87 — Tackles for linebacker Joe Walker last season to lead all Oregon players.
5 — Quarterbacks taken in the first round in Eagles history. They are:
Davey O’Brien (1939, 4th overall)
Frank Tripucka (1949, 9th overall)
John Reaves (1972, 14th overall)
Donovan McNabb (1999, 2nd overall)
Carson Wentz (2016, 2nd overall)
WHAT YOU MISSED
Three more Eagles players were released yesterday. Josh has the details.
“Seumalo has starting ability.” Todd McShay and Mel Kiper on the Eagles’ draft.
We take a look at one crucial aspect of Wentz’s game going forward in the NFL: durability.
WHAT THEY’RE SAYING
Tom Condon spoke more about Sam Bradford‘s desire to be moved in a podcast with Andrew Brandt. Les Bowen has the details.
Condon mostly reiterated points he made in a few interviews granted when he made public his request that Bradford be traded, a little more than a week ago. But Condon showed that he was aware of criticism of Bradford for not being willing to compete for the starting job with rookie Carson Wentz, whom the Eagles traded up to draft second overall last week.
“Clearly, if Sam’s in the locker room, all of the other players — the players always know what’s going on — … they know that Sam’s a short-term guy, and he’s just there until the rookie is ready to go. So that’s not a particularly favorable situation for (Bradford). And I know people say, ‘Why doesn’t he just compete and win the job?’ There is no real competition” with a QB drafted so high, that a team had to expend extra resources to acquire, Condon said. “He’s playing, and that’s all there is to it.
“Ideally, (Bradford) would get to go someplace and establish himself and be there for some lengthy period of time. That certainly isn’t going to be in Philadelphia.”
Mike Sielski is skeptical of the Eagles’ quarterback plans as it pertains to Bradford.

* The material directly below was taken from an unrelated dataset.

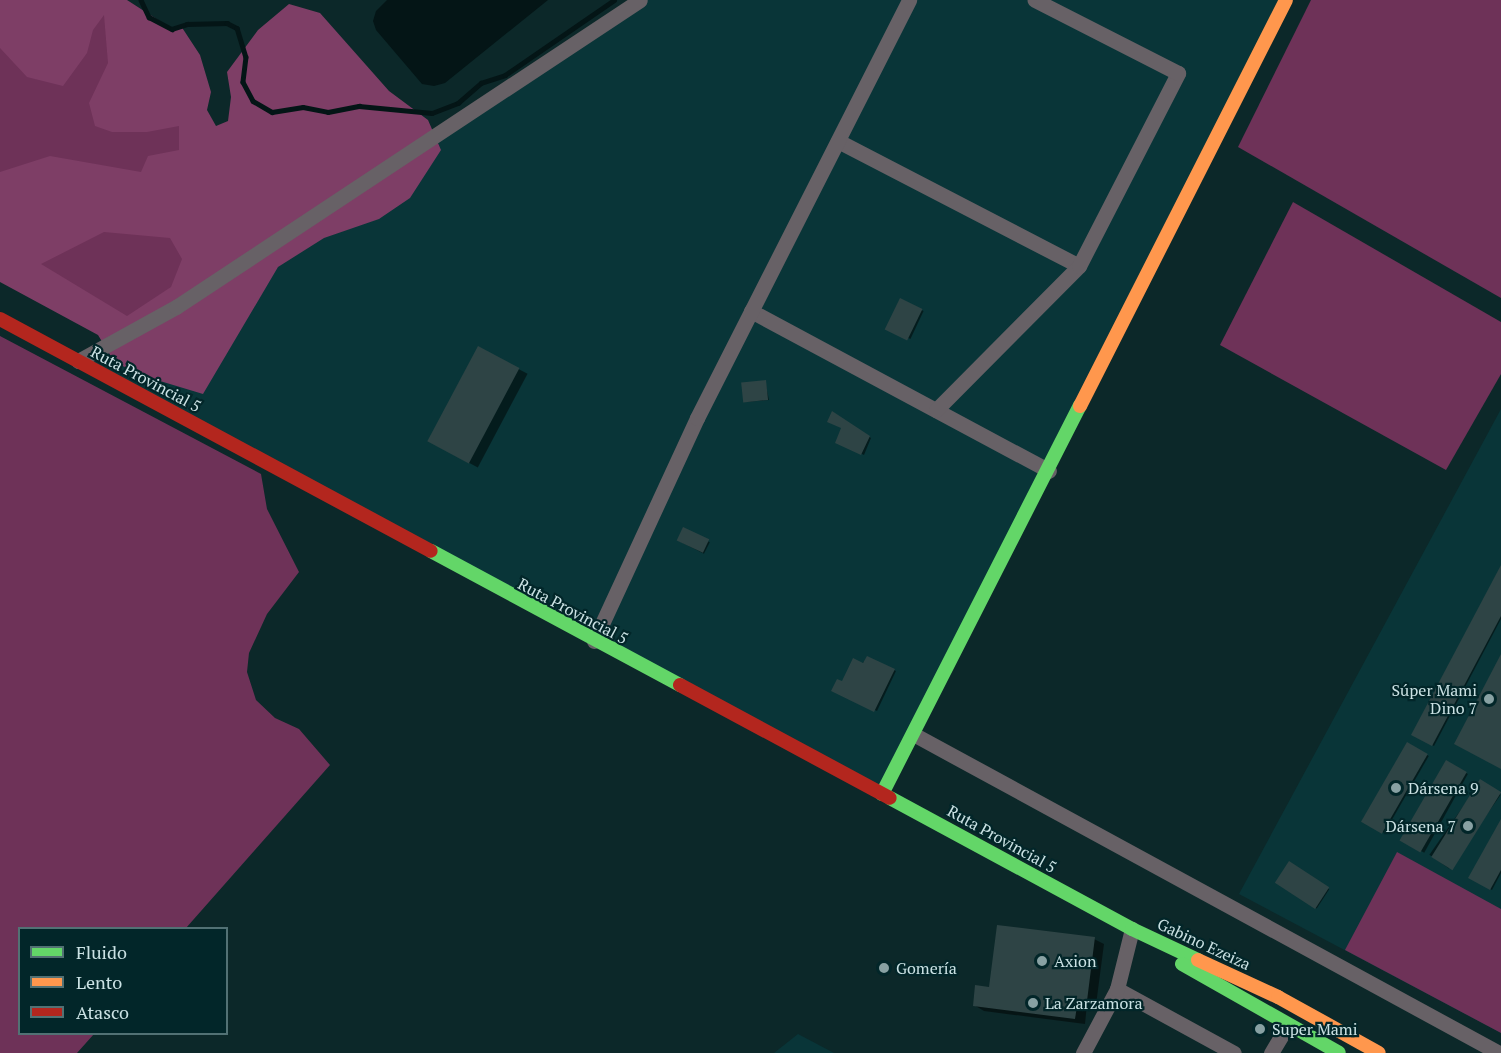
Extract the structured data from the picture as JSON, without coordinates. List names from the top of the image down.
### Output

[The Eagles’] theory is this: Once Sam Bradford wises up and realizes that the franchise will not trade him and that he has no leverage to force it to, he will have no choice but to report for training camp. At that time, the Eagles will, as head coach Doug Pederson told reporters after last week’s NFL draft, “welcome [him] with open arms. . . . He’s the leader of this football team.” Then, the real work can begin. Bradford will be the starter. Carson Wentz will be the eager apprentice/franchise quarterback-in-waiting. And Chase Daniel will be the savvy, unselfish backup who understands Pederson’s offense so well that he can tutor the other two guys.
As far as Bradford’s concerned, though, the room’s atmosphere will be great only if he has a genuine opportunity to be the Eagles’ No. 1 quarterback for a while. And he doesn’t, not really. Not only does the stockpile of resources that the Eagles relinquished for Wentz increase the pressure on the team to play him (and on him to play well), but giving Bradford a full season as the starter would be an anomaly in the modern NFL. It would require a measure of patience that the Eagles could afford in 1999 but that most teams don’t display anymore.
We’ll continue to look at the draft.